A man who neglects his family is not a real man. This is the sage piece of advice that Dudu (Bongile Mantsai) and younger brother Duke (Thembekile Komani) receive from their father in Jahmil X.T. Qubeka’s powerful Knuckle City. The irony is that their father, a legendary boxing champ in the South African township of Mdantsane, did not practice what he preached. In fact, the brothers have grown up to embody their father’s worst traits.
Dudu became a boxer and womanizer who, despite past successes, is now at the age where cannot even secure a spot on a low-level fight card. Determined to prove he still has gas left in the tank, Dudu reaches out to Duke, who is firmly entrenched in the criminal underworld, for help. Though his boss holds a firm grip on the boxing industry, Duke’s temper and reckless antics threatens to both derail Dudu’s career and put the entire family in danger.
Bongile Mantsia made for a good lead playing the role of a down-and-out boxer from Mdantsane in Jahmil Qubeka’s latest film, Knuckle City. Raw, unfiltered, thrilling and hilariously unconventional, it is the first boxing feature film in South Africa. The apparent emotional intelligence in the opening scenes quickly sets the film’s tone as the characters and their roles slowly start to make sense.

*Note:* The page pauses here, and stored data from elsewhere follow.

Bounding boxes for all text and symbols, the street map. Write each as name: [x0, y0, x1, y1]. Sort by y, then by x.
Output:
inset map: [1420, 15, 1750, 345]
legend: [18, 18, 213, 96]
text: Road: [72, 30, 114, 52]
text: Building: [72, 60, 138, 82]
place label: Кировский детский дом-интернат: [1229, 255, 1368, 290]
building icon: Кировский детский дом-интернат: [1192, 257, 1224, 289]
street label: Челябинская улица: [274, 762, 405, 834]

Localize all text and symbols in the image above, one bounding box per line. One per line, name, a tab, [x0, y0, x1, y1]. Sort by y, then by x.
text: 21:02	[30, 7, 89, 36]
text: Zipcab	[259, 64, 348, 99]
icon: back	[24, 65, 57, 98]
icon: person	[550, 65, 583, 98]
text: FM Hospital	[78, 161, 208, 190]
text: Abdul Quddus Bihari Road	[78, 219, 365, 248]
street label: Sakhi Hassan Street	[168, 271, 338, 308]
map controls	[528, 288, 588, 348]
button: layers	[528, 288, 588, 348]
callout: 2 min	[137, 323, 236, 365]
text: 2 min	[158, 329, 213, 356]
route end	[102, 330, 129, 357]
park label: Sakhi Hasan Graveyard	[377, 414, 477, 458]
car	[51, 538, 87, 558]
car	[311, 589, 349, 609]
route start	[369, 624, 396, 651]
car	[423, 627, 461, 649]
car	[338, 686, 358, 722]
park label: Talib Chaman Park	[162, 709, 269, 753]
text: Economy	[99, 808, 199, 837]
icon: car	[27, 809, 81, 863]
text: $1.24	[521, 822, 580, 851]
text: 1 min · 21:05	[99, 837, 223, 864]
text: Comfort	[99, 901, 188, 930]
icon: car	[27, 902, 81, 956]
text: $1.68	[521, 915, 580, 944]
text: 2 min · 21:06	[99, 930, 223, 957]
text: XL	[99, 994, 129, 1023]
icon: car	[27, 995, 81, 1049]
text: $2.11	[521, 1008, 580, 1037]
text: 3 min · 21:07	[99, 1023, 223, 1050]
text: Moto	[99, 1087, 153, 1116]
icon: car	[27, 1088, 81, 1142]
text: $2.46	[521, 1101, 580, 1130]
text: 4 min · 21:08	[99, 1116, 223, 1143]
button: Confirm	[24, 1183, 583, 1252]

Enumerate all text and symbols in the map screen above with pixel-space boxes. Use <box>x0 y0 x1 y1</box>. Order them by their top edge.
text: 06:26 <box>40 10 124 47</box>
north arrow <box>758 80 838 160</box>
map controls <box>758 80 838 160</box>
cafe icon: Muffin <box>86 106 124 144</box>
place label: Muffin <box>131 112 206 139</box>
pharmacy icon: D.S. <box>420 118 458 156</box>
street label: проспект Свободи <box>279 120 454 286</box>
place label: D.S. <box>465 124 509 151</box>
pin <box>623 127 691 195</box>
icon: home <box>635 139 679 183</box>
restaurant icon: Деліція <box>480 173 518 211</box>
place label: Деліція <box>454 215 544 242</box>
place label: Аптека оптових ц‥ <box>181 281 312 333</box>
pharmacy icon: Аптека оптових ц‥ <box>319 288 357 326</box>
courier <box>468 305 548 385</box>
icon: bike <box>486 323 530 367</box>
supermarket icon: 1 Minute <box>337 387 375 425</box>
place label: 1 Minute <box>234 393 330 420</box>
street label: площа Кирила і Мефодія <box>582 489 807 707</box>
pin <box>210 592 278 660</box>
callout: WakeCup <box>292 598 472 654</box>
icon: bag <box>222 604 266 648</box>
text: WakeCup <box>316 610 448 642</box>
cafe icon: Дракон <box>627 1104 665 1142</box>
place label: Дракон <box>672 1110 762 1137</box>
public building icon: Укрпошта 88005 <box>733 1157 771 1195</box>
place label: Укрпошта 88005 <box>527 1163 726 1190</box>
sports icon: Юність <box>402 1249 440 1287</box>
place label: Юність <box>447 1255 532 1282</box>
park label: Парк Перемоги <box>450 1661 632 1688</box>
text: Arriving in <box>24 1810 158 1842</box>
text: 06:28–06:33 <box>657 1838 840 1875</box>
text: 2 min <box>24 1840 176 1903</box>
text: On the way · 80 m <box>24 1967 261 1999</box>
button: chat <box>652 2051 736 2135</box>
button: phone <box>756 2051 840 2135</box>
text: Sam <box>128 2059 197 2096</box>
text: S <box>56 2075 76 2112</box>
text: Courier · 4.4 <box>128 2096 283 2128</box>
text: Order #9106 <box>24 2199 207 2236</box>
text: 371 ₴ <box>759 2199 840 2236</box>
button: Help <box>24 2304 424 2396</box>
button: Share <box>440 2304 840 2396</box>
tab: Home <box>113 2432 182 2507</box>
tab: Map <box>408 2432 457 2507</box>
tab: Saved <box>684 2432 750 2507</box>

The constant use of profanity might at times be a turn off for some, but Qubeka’s nonlinear narrative is one that depicts the ugly truths of South African township life and it is also one that touches on the that men are expected to play in family life. it was amazing to see Thembikile Komani’s character play an important supporting role as Dudus careless, quick-witted, younger gangster brother.